One and a Half Nonplussed
Wednesday, August 23, 2006
American reporters are probably the smartest reporters. Every time something happens overseas and there is not a phonetical English spelling that can be looked up immediately when the story breaks; reporters wing it and hope for the best. After all being first is better than being right.
The straggling reporters then race to be second to report the story, also forgetting to learn a proper pronunciation. Like lazy college students, they go to the Cliff's Notes version of the pronunciation, forgoing their own research, and unintentionally stroking the ego of the first on the scene! reporter.
But wait! It is not over. Two weeks later a reporter will interview a "credible source" with a foreign accent and curiously different skin color who has a different way of saying a certain word or name. The cycle continues until there are 50 different ways to say each word.
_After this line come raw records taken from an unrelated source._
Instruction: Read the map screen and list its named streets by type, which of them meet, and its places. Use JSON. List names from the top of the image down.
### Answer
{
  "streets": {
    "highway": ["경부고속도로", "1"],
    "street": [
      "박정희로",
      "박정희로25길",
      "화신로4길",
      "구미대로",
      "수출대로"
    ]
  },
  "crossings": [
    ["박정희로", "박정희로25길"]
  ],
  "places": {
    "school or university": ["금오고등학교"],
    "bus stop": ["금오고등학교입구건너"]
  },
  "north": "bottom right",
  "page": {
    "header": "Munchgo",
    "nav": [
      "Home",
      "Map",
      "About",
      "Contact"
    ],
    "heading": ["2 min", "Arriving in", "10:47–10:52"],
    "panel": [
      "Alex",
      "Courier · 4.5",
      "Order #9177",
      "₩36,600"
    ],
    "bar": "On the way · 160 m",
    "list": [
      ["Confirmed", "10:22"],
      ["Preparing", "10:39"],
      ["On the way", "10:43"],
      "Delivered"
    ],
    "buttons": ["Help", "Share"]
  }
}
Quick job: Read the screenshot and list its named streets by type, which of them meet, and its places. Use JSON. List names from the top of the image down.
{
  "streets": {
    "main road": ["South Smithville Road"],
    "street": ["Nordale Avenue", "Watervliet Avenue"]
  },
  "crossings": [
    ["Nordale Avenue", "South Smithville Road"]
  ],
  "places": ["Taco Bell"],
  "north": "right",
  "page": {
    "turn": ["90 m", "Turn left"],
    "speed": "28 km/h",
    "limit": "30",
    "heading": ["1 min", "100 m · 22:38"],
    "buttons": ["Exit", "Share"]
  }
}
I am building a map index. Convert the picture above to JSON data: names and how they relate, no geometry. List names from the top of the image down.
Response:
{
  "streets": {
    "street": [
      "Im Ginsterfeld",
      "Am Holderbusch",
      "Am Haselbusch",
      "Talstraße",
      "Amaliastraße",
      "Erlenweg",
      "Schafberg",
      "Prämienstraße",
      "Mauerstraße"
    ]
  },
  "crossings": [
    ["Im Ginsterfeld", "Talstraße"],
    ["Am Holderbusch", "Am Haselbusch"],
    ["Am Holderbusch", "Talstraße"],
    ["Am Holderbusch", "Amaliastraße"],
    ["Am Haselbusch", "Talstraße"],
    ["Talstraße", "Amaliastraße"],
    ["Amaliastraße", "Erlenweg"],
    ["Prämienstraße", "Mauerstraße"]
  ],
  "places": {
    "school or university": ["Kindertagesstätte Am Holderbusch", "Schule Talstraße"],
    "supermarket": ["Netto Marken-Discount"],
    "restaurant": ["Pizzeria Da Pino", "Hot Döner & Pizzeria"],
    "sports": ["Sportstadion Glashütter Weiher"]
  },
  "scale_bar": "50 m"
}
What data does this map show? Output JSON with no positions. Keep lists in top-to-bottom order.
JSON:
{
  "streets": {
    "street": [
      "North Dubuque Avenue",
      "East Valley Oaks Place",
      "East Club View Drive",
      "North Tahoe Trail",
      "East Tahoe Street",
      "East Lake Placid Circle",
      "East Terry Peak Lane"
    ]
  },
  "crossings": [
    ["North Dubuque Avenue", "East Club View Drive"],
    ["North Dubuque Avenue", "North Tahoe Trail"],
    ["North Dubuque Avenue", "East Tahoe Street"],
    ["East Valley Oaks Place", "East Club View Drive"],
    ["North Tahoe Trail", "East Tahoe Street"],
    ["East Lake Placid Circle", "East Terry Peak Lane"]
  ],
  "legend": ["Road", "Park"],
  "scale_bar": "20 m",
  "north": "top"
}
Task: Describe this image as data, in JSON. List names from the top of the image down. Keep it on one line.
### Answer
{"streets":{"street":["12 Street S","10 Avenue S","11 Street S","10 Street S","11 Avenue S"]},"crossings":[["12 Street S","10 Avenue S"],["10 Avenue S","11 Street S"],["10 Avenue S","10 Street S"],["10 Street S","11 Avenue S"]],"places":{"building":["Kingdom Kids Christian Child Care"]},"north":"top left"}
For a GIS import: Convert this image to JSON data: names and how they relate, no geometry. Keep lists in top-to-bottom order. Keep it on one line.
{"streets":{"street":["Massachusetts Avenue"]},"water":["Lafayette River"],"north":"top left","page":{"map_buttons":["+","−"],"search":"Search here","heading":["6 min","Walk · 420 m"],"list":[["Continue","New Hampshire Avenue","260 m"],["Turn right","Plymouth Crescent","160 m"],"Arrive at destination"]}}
First off these words don't even look alike, but for the longest time reporters were calling India's largest city, "Bombay", when it is spelled M-U-M-B-A-I. I thought it was still pronounced Bombay, but I found out with the rest of America how to say this when some kid was eaten by a shark or something over there.
It sounds like a genuine Arab on wiki solved this conundrum - Mahmoud Ahmadinejad. Although I have heard someone swear it was, Ama-Dina-JIHAD, this one seems to be finally on track.
The word Hezbollah (Hizbollah, Hizballah, Hezbillies?) however, has been tossed around, chewed up, consumed by frat boys at a tailgate party, and then regurgitated in a nearby stream where it is spread to the farm and is picked up by ears of corn that will eventually fuel your ethanol-mobile. Not one person has ever made the decision as to how they are going to pronounce this word until they have already said it. Hezbollah is a modern day tower of Babel and pretty soon no one will be able to understand anyone else. That is why I have started stocking up on cans of soup - the non-insane way to prepare for Armageddon.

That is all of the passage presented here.